Paperless-NGX Cortex

Paperless-NGX Cortex is a separate intelligence layer for Paperless-ngx. It keeps Paperless as the source of truth, processes documents locally (sync, OCR layers, embeddings, suggestions), and supports explicit manual writeback only.

What this project is (and why it exists)

I built this because Paperless-ngx is excellent at storage and search, but I wanted a focused intelligence layer that can be audited, resumed, and controlled without ever auto-writing back. The goal is to make document understanding and metadata suggestions fast, local, and reviewable.

Friendly reminder

This started as personal project and is heavy biased towards my personal home setup. I thought, maybe the code, prompts, techniques or else could be useful for someone out there, looking to achieve similar.

Benefits

Keeps Paperless-ngx as the source of truth and never auto-writes.
Adds local OCR quality checks and optional vision OCR without overwriting the baseline.
Produces embeddings, semantic search, suggestions, and summaries you can review before applying.
Handles large documents with resumable, observable pipeline steps.
Adds per-document chat with follow-up question suggestions.
Surfaces similar documents and potential duplicates from embeddings.

Processing diagram

flowchart TD
  A[Paperless-ngx] --> B[Sync metadata + baseline text]
  B --> C{Need extra OCR?}
  C -- No --> E[Embeddings]
  C -- Yes --> D[Vision OCR optional]
  D --> E
  E --> F[Suggestions]
  F --> G{Large doc?}
  G -- Yes --> H[Page notes + hierarchical summary]
  G -- No --> I[Review]
  H --> I
  I --> J[Manual writeback]

Current status

Delivery phases

MVP (core intelligence layer): Done
- Sync from Paperless, local storage, embeddings, semantic search, suggestions, queue/worker, manual writeback.
Phase 1 (robustness + UX streamlining): Done
- Pipeline hardening + triage/log observability baseline delivered.
Phase 2 (advanced evidence locator / on-the-fly bbox resolution): Planned / partial design only
- Spec exists, full implementation not complete yet.

Practical interpretation

You can use the app end-to-end today.
Current engineering focus is quality and reliability, not greenfield features.

Product principles

No automatic writeback to Paperless.
All AI outputs are reviewed locally first.
Writeback is explicit and manual.
Local processing should be resumable, observable, and robust for large docs.

Core flow (current)

Sync metadata + text baseline from Paperless.
Optionally run vision OCR as additional layer (never overwrite baseline).
Generate embeddings (paperless and/or vision source strategy).
Generate suggestions (paperless/vision + best pick).
For large docs: page notes + hierarchical summary.
Review locally, then explicitly write back selected fields.

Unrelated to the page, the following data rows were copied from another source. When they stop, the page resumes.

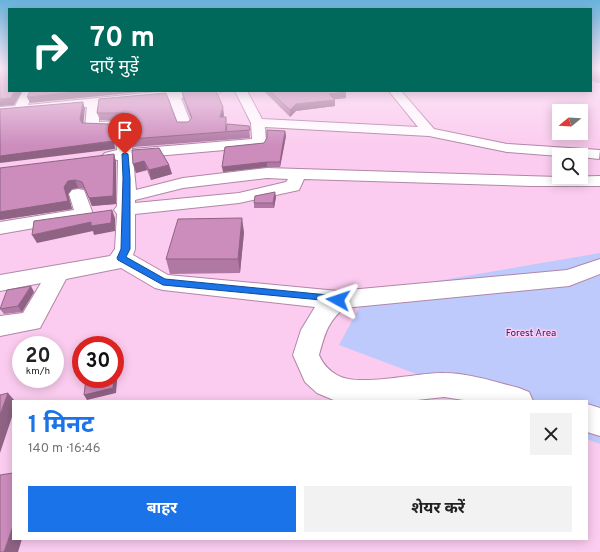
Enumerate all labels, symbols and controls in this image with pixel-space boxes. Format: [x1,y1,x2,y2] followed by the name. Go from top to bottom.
[90,21,155,57] text: 70 m
[24,24,76,76] icon: right
[90,56,139,79] text: दाएँ मुड़ें
[552,104,588,140] north arrow
[552,104,588,184] map controls
[108,113,142,154] pin
[114,119,136,141] icon: arrive
[552,148,588,184] button: search
[317,279,359,321] position arrow
[506,327,556,340] park label: Forest Area
[72,336,124,388] speed limit sign: 30
[25,344,51,370] text: 20
[26,365,50,378] text: km/h
[28,411,94,441] text: 1 मिनट
[530,413,572,455] button: close
[28,441,101,457] text: 140 m · 16:46
[28,486,296,532] button: बाहर
[304,486,572,532] button: शेयर करें

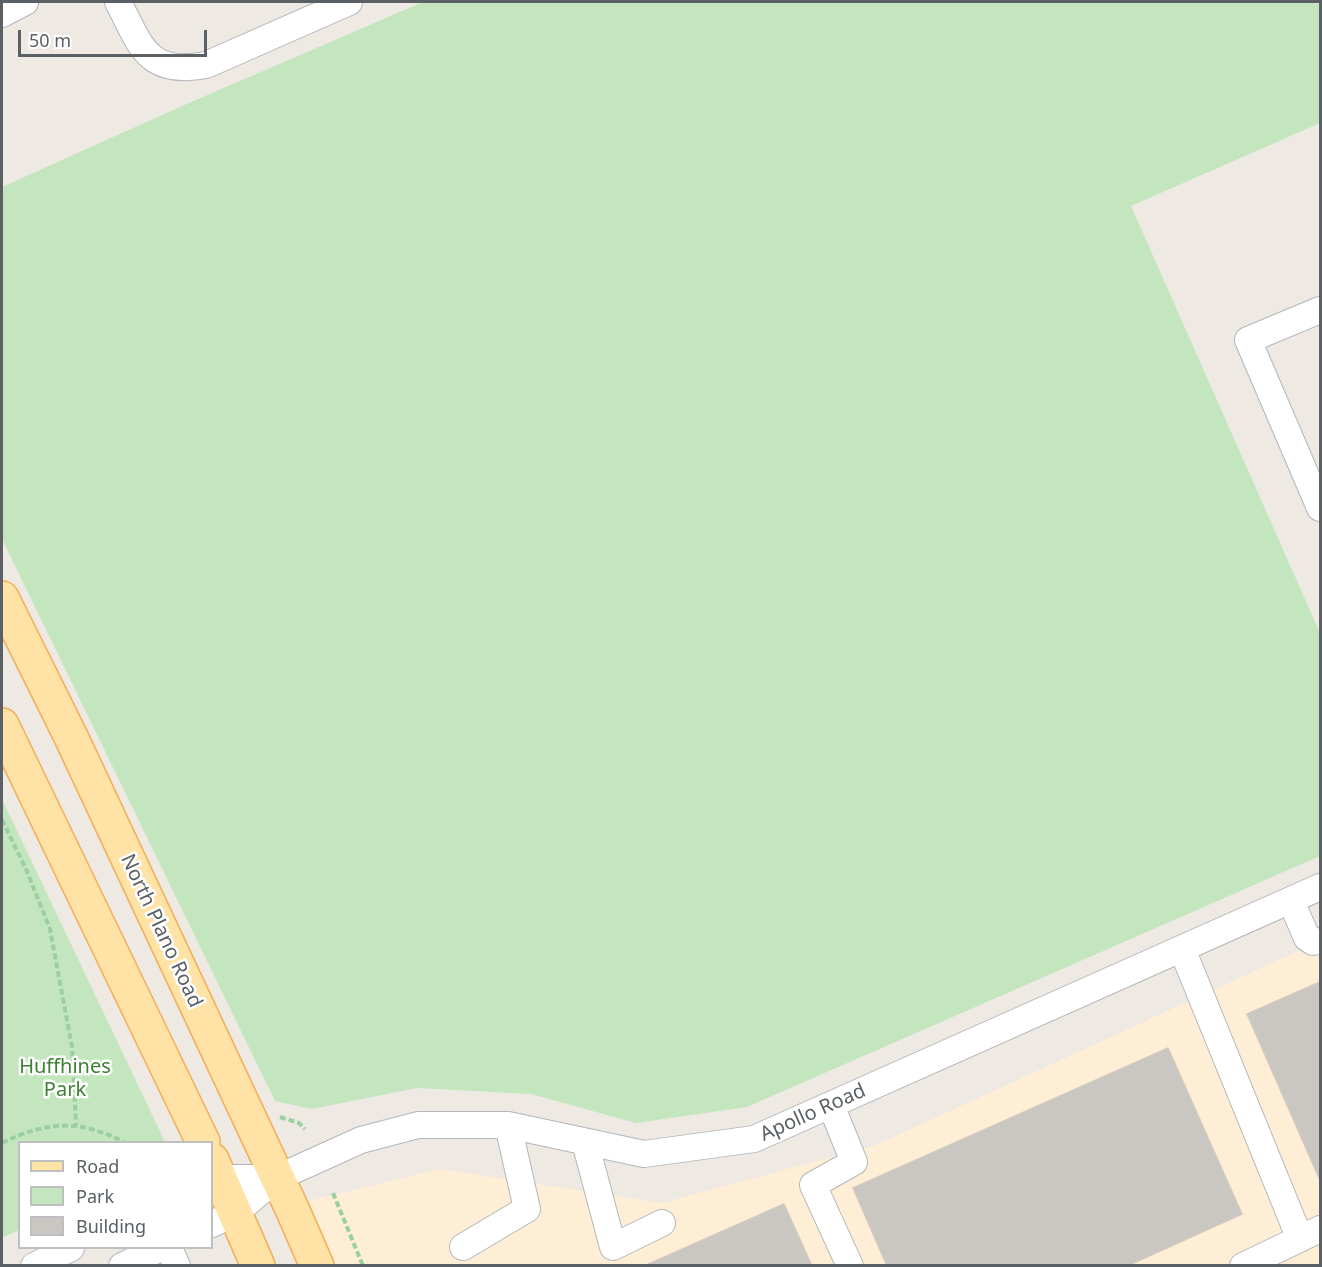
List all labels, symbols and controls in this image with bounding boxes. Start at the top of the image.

Per-document operations also allow targeted manual re-runs for individual steps (for example similarity_index) without forcing a full reset/reprocess.

Requirements and installation

Prerequisites

Python >=3.13 for the backend.
Node.js >=18 for the frontend.
Paperless-ngx instance reachable by URL and API token.
Postgres, Redis, and Qdrant (local installs or Docker).
An OpenAI-compatible LLM endpoint (local or remote). See MANUAL.md for more detailed setup and operations.

Backend (recommended: uv)

cd backend
uv sync
uv run alembic upgrade head
uv run uvicorn app.main:app --reload --port 8000

Backend (pip + requirements.txt)

A pinned requirements.txt is generated at backend/requirements.txt.

cd backend
python -m venv .venv
source .venv/bin/activate
pip install -r requirements.txt
alembic upgrade head
uvicorn app.main:app --reload --port 8000

To refresh requirements.txt from pyproject.toml:

cd backend
uv export --format requirements.txt --no-dev --output-file requirements.txt

Worker (optional, queue mode)

cd backend
uv run python -m app.worker

Frontend

cd frontend
npm install
npm run dev

Local setup (database + migrations)

Copy .env.example to .env and fill values. Do not commit .env to GitHub.
Ensure Postgres, Redis, and Qdrant are running.
Create the database specified by DATABASE_URL.
Run migrations with Alembic.

Example Postgres setup:

createdb paperless_intelligence
createuser paperless

Example migrations:

cd backend
uv run alembic upgrade head

Docker

App-only (backend + frontend + redis)

docker compose -f docker-compose.app.yml up --build

Full stack (app + postgres + redis + qdrant)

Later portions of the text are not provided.